Simple, single-thread, non-caching, lightweight HTTP proxy server
GNU Lesser General Public License v2.1
16 stars 7 forks source link

requests like `GET http://HOST:PORT/path HTTP/1.1` are sent with no modification #3

Open Camouflager opened 1 year ago

Camouflager commented 1 year ago

I'm not sure if this is intended. But I'm encountering an issue where such requests are sent. And I guess the server is expecting something like GET /path HTTP/1.1 so it responds with 404. I've compared with tinyproxy and it's indeed sending GET /path HTTP/1.1 instead of GET http://HOST:PORT/path HTTP/1.1. So maybe it's a bug?

00cpxxx commented 1 year ago

Thanks for the message, I'll take a look during next week.

Camouflager commented 1 year ago

according to this https://cbonte.github.io/haproxy-dconv/1.7/configuration.html#1.2 . It may be that the server doesn't support HTTP/1.1 protocols

00cpxxx commented 1 year ago

Do you have any example of client software that is generating the request like that? And also if you have the target server address it will help. I was checking and I don't see reason to act in this case, but I'm still reading docs on HTTP rfc.

Camouflager commented 1 year ago

The client software that's related to this is https://apps.apple.com/us/app/official-kodi-remote/id520480364 . And the server is in my home network.

I may have phrased the issue incorrectly. The requests sent by proxylite are as described, which are valid HTTP/1.1 requests. However the server responds with 404. So I tried tinyproxy and it works. And the requests don't use absolute uris.

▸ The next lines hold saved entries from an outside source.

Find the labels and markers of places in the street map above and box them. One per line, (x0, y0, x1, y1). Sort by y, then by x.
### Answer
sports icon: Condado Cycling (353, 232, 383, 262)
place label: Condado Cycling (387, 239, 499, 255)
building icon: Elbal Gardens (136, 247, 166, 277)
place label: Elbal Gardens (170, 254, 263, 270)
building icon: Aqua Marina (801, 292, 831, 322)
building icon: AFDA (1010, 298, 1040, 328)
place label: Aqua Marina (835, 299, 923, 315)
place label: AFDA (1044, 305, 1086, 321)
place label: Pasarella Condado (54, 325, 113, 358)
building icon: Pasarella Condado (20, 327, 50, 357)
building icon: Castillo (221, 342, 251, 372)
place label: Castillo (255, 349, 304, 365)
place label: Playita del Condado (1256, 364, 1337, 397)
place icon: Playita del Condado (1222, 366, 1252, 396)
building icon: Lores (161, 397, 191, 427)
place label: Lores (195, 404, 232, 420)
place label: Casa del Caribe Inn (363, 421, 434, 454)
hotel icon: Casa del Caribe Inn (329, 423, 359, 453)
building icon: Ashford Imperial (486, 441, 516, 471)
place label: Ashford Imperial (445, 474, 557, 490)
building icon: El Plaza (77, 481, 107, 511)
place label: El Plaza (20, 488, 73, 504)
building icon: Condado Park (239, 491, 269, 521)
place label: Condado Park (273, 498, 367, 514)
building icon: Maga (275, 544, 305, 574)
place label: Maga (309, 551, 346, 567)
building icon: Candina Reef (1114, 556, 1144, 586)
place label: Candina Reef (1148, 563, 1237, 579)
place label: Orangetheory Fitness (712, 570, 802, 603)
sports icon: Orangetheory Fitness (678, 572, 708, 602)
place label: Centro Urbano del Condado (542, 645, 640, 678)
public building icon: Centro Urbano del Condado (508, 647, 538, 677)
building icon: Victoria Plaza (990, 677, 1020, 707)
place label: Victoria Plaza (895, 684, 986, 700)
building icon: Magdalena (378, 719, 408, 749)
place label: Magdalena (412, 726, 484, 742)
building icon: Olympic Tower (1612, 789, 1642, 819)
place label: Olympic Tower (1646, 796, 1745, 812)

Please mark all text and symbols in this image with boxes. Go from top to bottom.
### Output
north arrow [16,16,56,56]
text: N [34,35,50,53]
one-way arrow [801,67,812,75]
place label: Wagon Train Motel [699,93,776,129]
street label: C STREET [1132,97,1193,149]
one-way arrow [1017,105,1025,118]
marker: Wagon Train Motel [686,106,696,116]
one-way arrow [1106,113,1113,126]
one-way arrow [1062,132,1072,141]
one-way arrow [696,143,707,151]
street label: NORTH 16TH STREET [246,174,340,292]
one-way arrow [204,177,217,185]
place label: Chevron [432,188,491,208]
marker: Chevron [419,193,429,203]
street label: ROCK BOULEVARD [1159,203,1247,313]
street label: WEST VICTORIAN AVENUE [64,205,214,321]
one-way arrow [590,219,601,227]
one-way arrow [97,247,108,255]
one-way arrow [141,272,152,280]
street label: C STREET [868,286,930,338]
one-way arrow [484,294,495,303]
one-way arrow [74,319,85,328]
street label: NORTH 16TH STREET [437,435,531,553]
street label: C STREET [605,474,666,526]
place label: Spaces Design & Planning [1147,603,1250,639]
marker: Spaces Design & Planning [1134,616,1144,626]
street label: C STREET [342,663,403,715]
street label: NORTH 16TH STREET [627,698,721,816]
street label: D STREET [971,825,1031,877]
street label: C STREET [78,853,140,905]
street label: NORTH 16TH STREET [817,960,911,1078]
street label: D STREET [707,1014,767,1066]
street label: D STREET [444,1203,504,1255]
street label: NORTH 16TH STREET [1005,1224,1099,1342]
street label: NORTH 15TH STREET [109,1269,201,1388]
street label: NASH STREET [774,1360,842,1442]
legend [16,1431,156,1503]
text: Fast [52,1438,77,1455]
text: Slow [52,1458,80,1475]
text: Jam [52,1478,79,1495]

As is described by the document from haproxy. HTTP/1.0 requests may not support absolute uris. So I guess it may be related.

  • An "absolute URI", also called a "URL" :

    http://192.168.0.12:8080/serv/login.php?lang=en&profile=2

    It is composed of a "scheme" (the protocol name followed by '://'), a host name or address, optionally a colon (':') followed by a port number, then a relative URI beginning at the first slash ('/') after the address part. This is generally what proxies receive, but a server supporting HTTP/1.1 must accept this form too.